NOPE. Brett got antsy and is getting his best “Mama Said Knock You Out” on and is calling it a comeback, for the third offseason/preseason in a row, and because of this I’d like to nominate him for a DPdotcom “HO SIT DOWN!”

Why? Brett you’re old. Know when to leave the party. Think about NAMATH as a Ram, MONTANA as a KC Chief, EMMITT as a Cardinal, MJ as a Wizard, post-Black Album JAY-Z… Outside of jersey sales there is nothing memorable about people sticking around longer than they need to. Do you not know you’re tempting fate by coming back and sullying what was a great career? Brett we’ve ignored your addiction to pain killers, the fact you have the career record for INTERCEPTIONS, and other less memorable facets of your career, but this one is quite inexcusable, and dare I say disrespectful to the NFL. I’ve always admired that the NFL made sure that no individual player was ever greater than the league itself, but Commissioner ROGER GODDELL is effin’ up on this one. Its over my man, you had a great run, but now you’re coming off like a bitter ICE-T, hating on SOULJA BOY.

So in closing, Brett…

HO SIT DOWN!!! (Please)

12 Responses to “HO SIT DOWN!”

  1. he need to go back to his farm, he loaded

  2. Enigmatik says:

    i would like to co-sign this drop..

    FAVRE needs to go check in to a senior home

  3. The Maven says:

    The L and their Robert Redfordish Commish are handling this dude with kid gloves. Tuck that! Its all B.S. and I second that “Ho Sit Down”! Only white would be allowed to be so disruptive and such a distraction. Favor won’t be satisfied until they have to cart his candy ass off the field in a million little pieces. Does this syndrome have a name?

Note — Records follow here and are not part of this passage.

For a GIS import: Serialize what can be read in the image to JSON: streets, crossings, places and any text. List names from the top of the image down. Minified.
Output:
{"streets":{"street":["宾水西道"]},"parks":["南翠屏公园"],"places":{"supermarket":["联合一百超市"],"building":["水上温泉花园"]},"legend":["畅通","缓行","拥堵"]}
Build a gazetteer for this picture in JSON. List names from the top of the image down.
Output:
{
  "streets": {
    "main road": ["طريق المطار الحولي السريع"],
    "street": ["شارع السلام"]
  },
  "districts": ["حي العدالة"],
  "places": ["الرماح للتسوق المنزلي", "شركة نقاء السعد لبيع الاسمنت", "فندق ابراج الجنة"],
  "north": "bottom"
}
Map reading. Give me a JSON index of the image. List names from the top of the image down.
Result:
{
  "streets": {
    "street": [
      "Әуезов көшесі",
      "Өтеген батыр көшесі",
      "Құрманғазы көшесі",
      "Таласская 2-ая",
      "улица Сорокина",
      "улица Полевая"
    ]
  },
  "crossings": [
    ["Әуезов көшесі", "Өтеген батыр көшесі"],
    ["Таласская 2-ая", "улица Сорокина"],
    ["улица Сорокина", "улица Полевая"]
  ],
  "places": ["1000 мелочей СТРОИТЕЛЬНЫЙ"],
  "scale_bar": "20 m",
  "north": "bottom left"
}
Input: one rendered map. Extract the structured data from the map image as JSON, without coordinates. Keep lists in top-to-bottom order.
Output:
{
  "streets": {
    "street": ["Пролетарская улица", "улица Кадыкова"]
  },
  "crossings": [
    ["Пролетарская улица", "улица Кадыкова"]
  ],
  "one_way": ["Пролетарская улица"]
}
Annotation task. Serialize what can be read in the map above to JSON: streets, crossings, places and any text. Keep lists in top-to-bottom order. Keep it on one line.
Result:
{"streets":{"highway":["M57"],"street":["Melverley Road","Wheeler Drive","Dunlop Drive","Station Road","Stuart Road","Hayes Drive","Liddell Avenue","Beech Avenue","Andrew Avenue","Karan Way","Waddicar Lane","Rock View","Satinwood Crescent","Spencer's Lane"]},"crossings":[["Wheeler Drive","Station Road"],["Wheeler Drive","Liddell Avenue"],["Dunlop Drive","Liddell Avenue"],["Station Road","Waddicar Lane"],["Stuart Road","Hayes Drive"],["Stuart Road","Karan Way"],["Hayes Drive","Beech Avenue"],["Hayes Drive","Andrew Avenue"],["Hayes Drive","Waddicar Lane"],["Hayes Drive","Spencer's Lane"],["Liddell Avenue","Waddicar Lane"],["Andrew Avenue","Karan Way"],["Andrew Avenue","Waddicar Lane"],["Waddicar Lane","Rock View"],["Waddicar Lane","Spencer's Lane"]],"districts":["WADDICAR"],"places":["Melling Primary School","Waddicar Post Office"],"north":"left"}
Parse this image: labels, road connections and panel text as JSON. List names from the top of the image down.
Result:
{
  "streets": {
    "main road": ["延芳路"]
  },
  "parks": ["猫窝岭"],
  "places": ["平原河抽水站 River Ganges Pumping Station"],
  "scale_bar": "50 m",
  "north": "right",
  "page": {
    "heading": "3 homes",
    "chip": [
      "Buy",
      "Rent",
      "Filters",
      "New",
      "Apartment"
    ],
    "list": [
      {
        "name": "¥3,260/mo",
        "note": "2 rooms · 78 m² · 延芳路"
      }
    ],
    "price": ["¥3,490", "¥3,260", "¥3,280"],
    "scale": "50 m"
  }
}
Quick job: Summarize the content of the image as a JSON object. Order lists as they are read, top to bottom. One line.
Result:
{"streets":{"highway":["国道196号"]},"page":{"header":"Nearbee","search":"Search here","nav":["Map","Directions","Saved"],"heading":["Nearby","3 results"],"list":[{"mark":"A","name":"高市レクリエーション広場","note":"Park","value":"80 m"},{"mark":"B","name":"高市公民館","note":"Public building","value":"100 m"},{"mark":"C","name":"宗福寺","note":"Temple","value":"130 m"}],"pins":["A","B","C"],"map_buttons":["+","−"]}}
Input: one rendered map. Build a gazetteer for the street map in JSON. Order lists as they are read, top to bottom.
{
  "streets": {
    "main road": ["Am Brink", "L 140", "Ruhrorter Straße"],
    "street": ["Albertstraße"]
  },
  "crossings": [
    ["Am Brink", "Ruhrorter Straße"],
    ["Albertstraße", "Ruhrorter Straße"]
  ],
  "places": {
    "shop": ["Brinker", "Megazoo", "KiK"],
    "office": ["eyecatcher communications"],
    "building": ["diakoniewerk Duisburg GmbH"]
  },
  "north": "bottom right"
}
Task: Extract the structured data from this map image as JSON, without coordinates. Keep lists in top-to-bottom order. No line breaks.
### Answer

    I’m ready to see what the Rodgers boy can do, can he breath new life into Lam.beau? Je.sus be a Cheesehead and make this drama go away!

  4. nerditry says:

    I don’t give a fuck what anyone says, Willie Mays was GREAT on the Mets.

  5. J™ says:

    Joe Montana as Chief led them to the AFC Championship game.

    Co-sign on Farve, just sayin’.

  6. the_dallas says:

    Mays was the GOAT period. Like anyone past their prime it was impossible for him to contribute on an everyday basis, but with Mays in the clubhouse and the dugout he helped the Mets go hard in October ’73.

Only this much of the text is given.